**Requirement:** Leave every image out, and print the remaining lines below exactly.

**Material to process:**
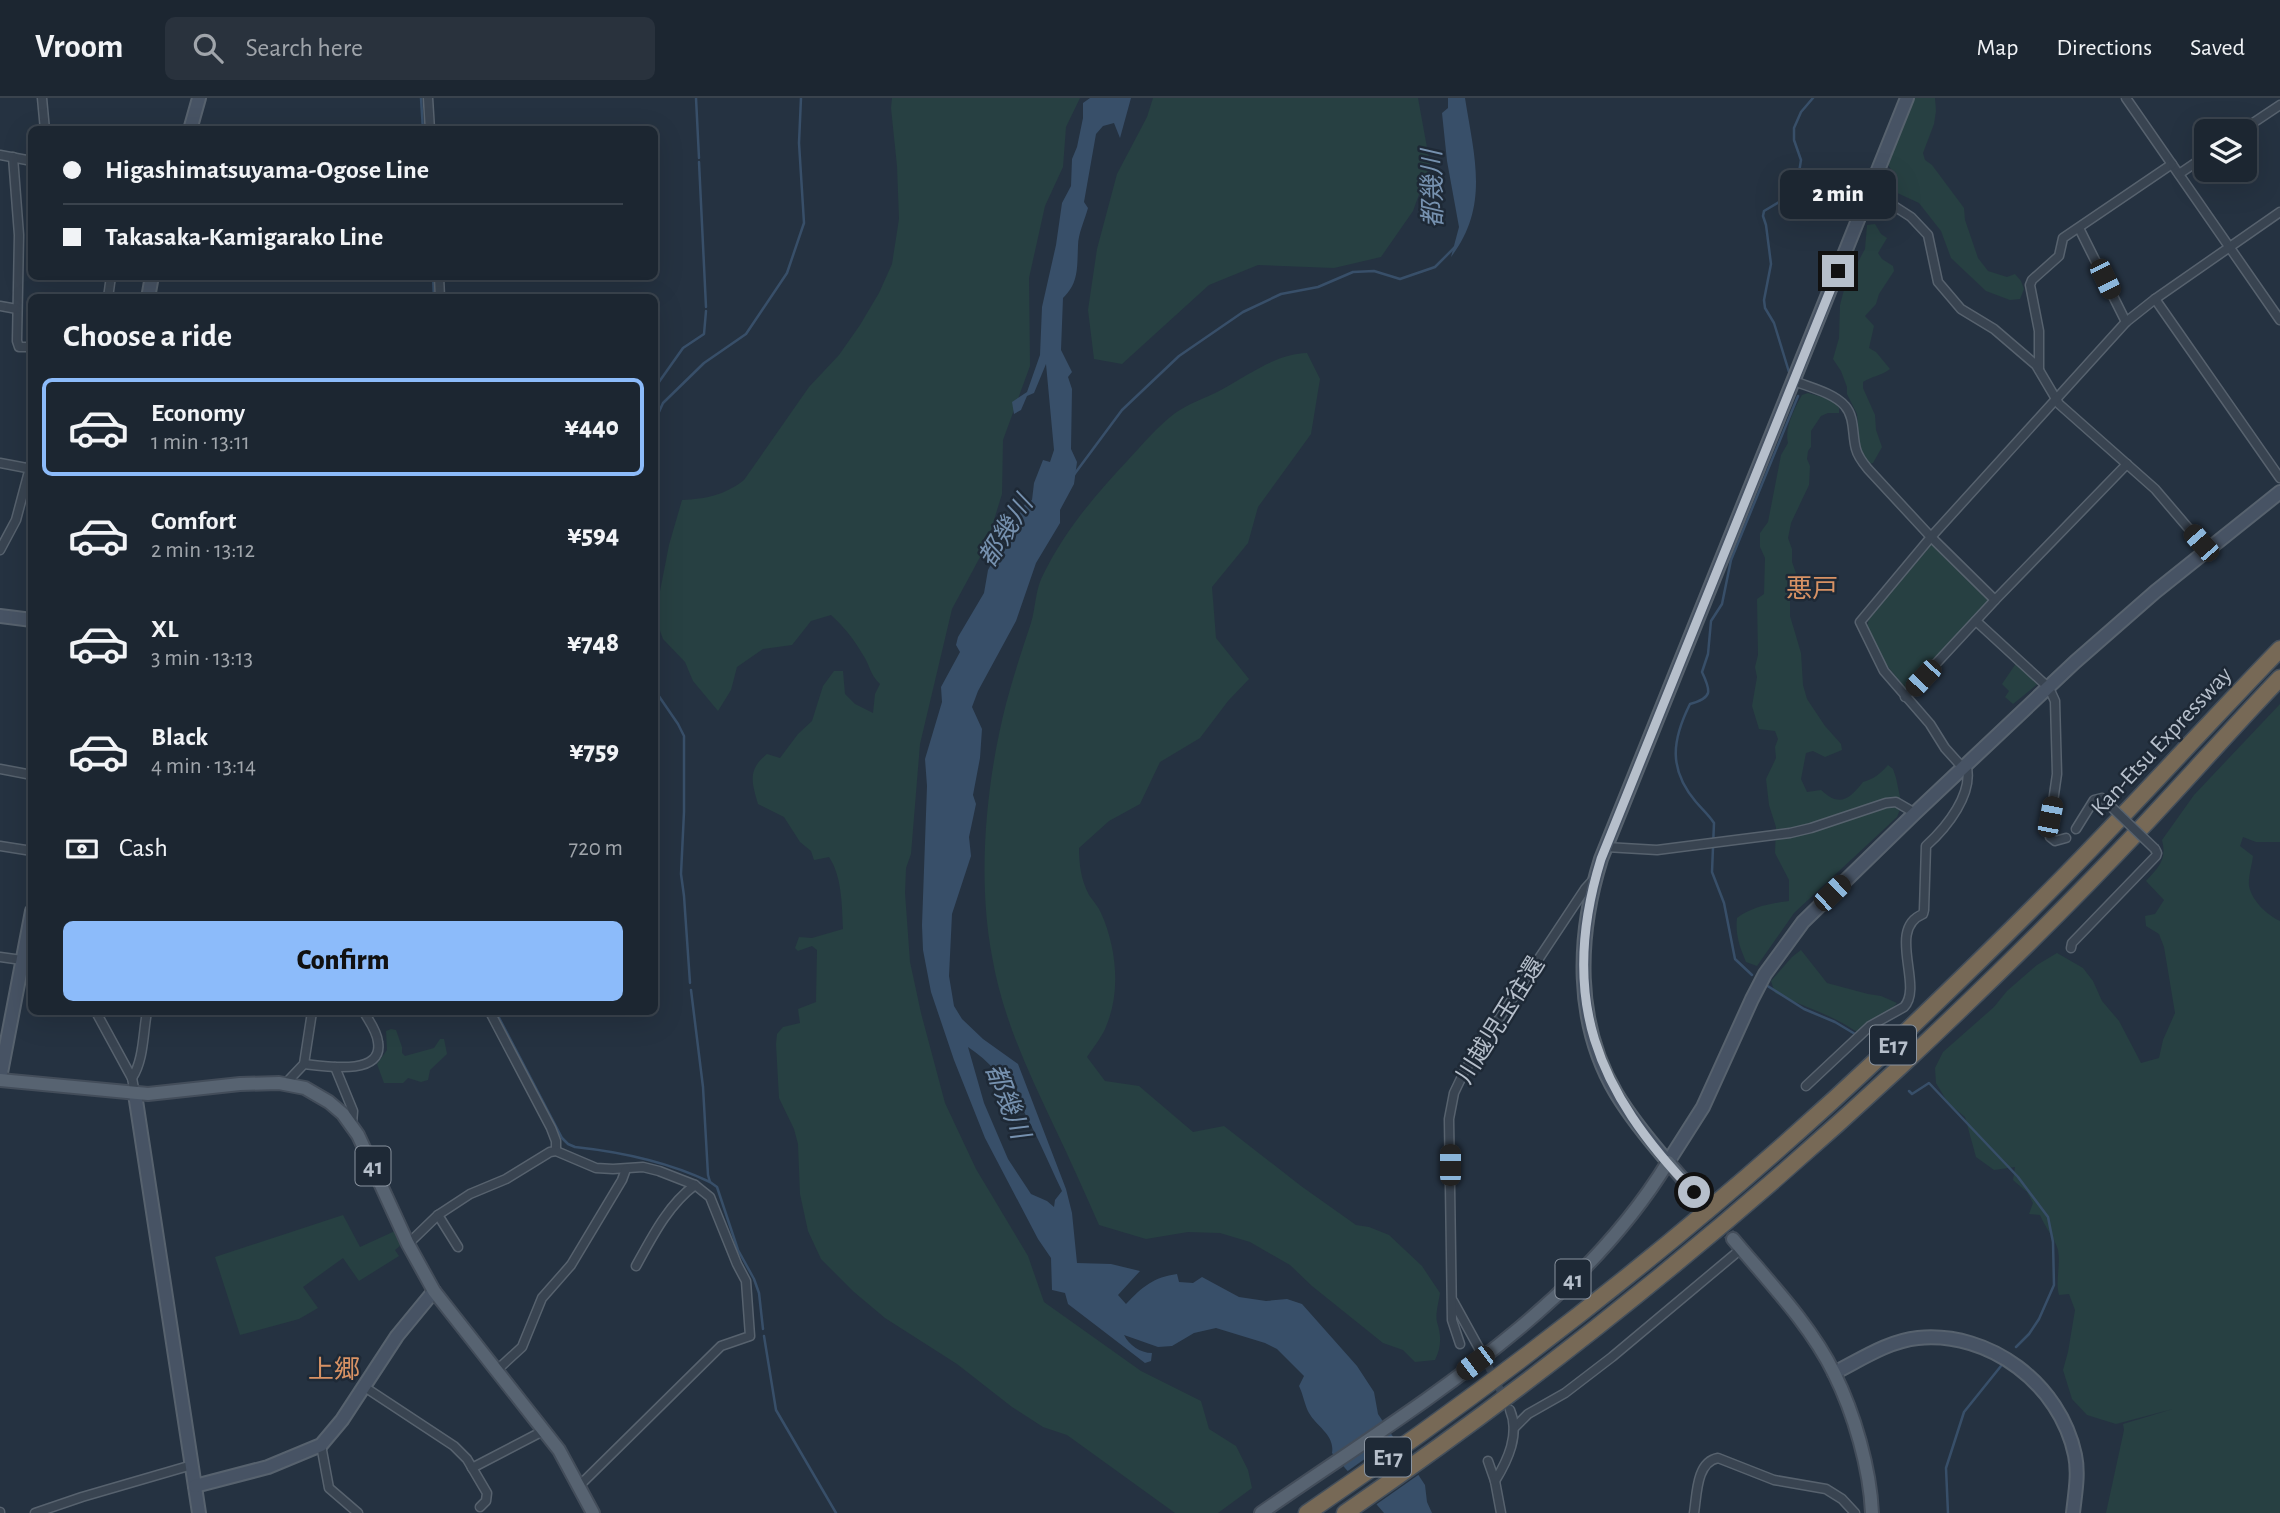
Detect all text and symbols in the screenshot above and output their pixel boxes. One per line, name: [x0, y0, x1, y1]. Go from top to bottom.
search box: [165, 17, 655, 80]
icon: search: [189, 29, 227, 67]
text: Vroom: [35, 31, 123, 64]
text: Search here: [245, 35, 363, 61]
text: Map: [1976, 36, 2018, 60]
text: Directions: [2056, 36, 2152, 60]
text: Saved: [2190, 36, 2245, 60]
map controls: [2194, 119, 2257, 182]
button: layers: [2194, 119, 2257, 182]
water label: 都幾川: [1418, 147, 1447, 228]
text: Higashimatsuyama-Ogose Line: [105, 157, 429, 183]
callout: 2 min: [1780, 170, 1896, 218]
text: 2 min: [1812, 183, 1864, 206]
text: Takasaka-Kamigarako Line: [105, 224, 383, 250]
route end: [1822, 255, 1854, 287]
car: [2087, 256, 2124, 302]
text: Choose a ride: [63, 320, 232, 352]
icon: car: [67, 396, 130, 459]
text: Economy: [151, 400, 245, 426]
text: ¥440: [565, 414, 619, 440]
text: 1 min · 13:11: [151, 431, 250, 454]
water label: 都幾川: [973, 488, 1039, 571]
icon: car: [67, 504, 130, 567]
text: Comfort: [151, 508, 236, 534]
car: [2180, 520, 2223, 566]
text: ¥594: [567, 522, 619, 548]
text: 2 min · 13:12: [151, 539, 255, 562]
district label: 悪戸: [1786, 576, 1838, 602]
icon: car: [67, 612, 130, 675]
text: XL: [151, 616, 178, 642]
text: ¥748: [567, 630, 619, 656]
text: 3 min · 13:13: [151, 647, 253, 670]
car: [1901, 655, 1946, 701]
street label: Kan-Etsu Expressway: [2087, 663, 2237, 821]
icon: car: [67, 720, 130, 783]
text: Black: [151, 724, 208, 750]
text: ¥759: [569, 738, 619, 764]
text: 4 min · 13:14: [151, 755, 256, 778]
car: [2036, 794, 2065, 840]
icon: cash: [63, 830, 101, 868]
text: Cash: [119, 835, 168, 861]
text: 720 m: [569, 837, 623, 860]
car: [1810, 871, 1855, 915]
button: Confirm: [63, 921, 623, 1001]
street label: 川越児玉往還: [1451, 952, 1549, 1088]
road number: E17: [1870, 1026, 1916, 1064]
water label: 都幾川: [981, 1060, 1035, 1145]
car: [1440, 1144, 1461, 1186]
road number: 41: [356, 1147, 390, 1186]
route start: [1678, 1176, 1710, 1208]
road number: 41: [1556, 1260, 1590, 1298]
car: [1452, 1342, 1499, 1384]
district label: 上郷: [308, 1356, 360, 1383]
road number: E17: [1365, 1438, 1411, 1476]

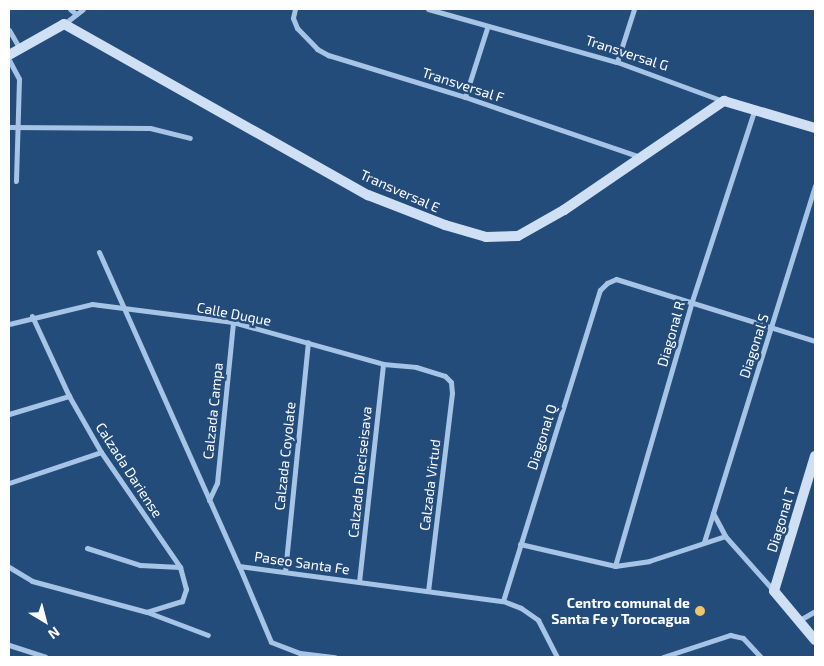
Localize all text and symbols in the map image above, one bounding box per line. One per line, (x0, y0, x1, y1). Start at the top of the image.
street label: Transversal G (583, 32, 671, 74)
street label: Transversal F (420, 64, 506, 106)
street label: Transversal E (357, 166, 443, 216)
street label: Calle Duque (195, 299, 273, 329)
street label: Diagonal R (654, 299, 688, 369)
street label: Diagonal S (736, 311, 772, 381)
street label: Calzada Campa (200, 362, 226, 460)
street label: Calzada Coyolate (271, 401, 299, 511)
street label: Diagonal Q (523, 402, 561, 472)
street label: Calzada Dieciseisava (345, 405, 375, 539)
street label: Calzada Dariense (92, 419, 166, 521)
street label: Calzada Virtud (416, 438, 444, 532)
street label: Diagonal T (763, 485, 799, 555)
street label: Paseo Santa Fe (253, 548, 351, 578)
place label: Centro comunal de Santa Fe y Torocagua (550, 595, 690, 628)
north arrow (20, 596, 70, 646)
marker: Centro comunal de Santa Fe y Torocagua (694, 605, 706, 617)
text: N (45, 624, 63, 643)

**Response to this task:**
Detect all text and symbols in the screenshot above and output their pixel boxes. One per line, name: [x0, y0, x1, y1]. Go from top to bottom.
search box: [165, 17, 655, 80]
icon: search: [189, 29, 227, 67]
text: Vroom: [35, 31, 123, 64]
text: Search here: [245, 35, 363, 61]
text: Map: [1976, 36, 2018, 60]
text: Directions: [2056, 36, 2152, 60]
text: Saved: [2190, 36, 2245, 60]
map controls: [2194, 119, 2257, 182]
button: layers: [2194, 119, 2257, 182]
water label: 都幾川: [1418, 147, 1447, 228]
text: Higashimatsuyama-Ogose Line: [105, 157, 429, 183]
callout: 2 min: [1780, 170, 1896, 218]
text: 2 min: [1812, 183, 1864, 206]
text: Takasaka-Kamigarako Line: [105, 224, 383, 250]
route end: [1822, 255, 1854, 287]
car: [2087, 256, 2124, 302]
text: Choose a ride: [63, 320, 232, 352]
icon: car: [67, 396, 130, 459]
text: Economy: [151, 400, 245, 426]
text: ¥440: [565, 414, 619, 440]
text: 1 min · 13:11: [151, 431, 250, 454]
water label: 都幾川: [973, 488, 1039, 571]
icon: car: [67, 504, 130, 567]
text: Comfort: [151, 508, 236, 534]
car: [2180, 520, 2223, 566]
text: ¥594: [567, 522, 619, 548]
text: 2 min · 13:12: [151, 539, 255, 562]
district label: 悪戸: [1786, 576, 1838, 602]
icon: car: [67, 612, 130, 675]
text: XL: [151, 616, 178, 642]
text: ¥748: [567, 630, 619, 656]
text: 3 min · 13:13: [151, 647, 253, 670]
car: [1901, 655, 1946, 701]
street label: Kan-Etsu Expressway: [2087, 663, 2237, 821]
icon: car: [67, 720, 130, 783]
text: Black: [151, 724, 208, 750]
text: ¥759: [569, 738, 619, 764]
text: 4 min · 13:14: [151, 755, 256, 778]
car: [2036, 794, 2065, 840]
icon: cash: [63, 830, 101, 868]
text: Cash: [119, 835, 168, 861]
text: 720 m: [569, 837, 623, 860]
car: [1810, 871, 1855, 915]
button: Confirm: [63, 921, 623, 1001]
street label: 川越児玉往還: [1451, 952, 1549, 1088]
road number: E17: [1870, 1026, 1916, 1064]
water label: 都幾川: [981, 1060, 1035, 1145]
car: [1440, 1144, 1461, 1186]
road number: 41: [356, 1147, 390, 1186]
route start: [1678, 1176, 1710, 1208]
road number: 41: [1556, 1260, 1590, 1298]
car: [1452, 1342, 1499, 1384]
district label: 上郷: [308, 1356, 360, 1383]
road number: E17: [1365, 1438, 1411, 1476]

Localize all text and symbols in the map image above, one bounding box per line. One per line, (x0, y0, x1, y1). Start at the top of the image.
street label: Transversal G (583, 32, 671, 74)
street label: Transversal F (420, 64, 506, 106)
street label: Transversal E (357, 166, 443, 216)
street label: Calle Duque (195, 299, 273, 329)
street label: Diagonal R (654, 299, 688, 369)
street label: Diagonal S (736, 311, 772, 381)
street label: Calzada Campa (200, 362, 226, 460)
street label: Calzada Coyolate (271, 401, 299, 511)
street label: Diagonal Q (523, 402, 561, 472)
street label: Calzada Dieciseisava (345, 405, 375, 539)
street label: Calzada Dariense (92, 419, 166, 521)
street label: Calzada Virtud (416, 438, 444, 532)
street label: Diagonal T (763, 485, 799, 555)
street label: Paseo Santa Fe (253, 548, 351, 578)
place label: Centro comunal de Santa Fe y Torocagua (550, 595, 690, 628)
north arrow (20, 596, 70, 646)
marker: Centro comunal de Santa Fe y Torocagua (694, 605, 706, 617)
text: N (45, 624, 63, 643)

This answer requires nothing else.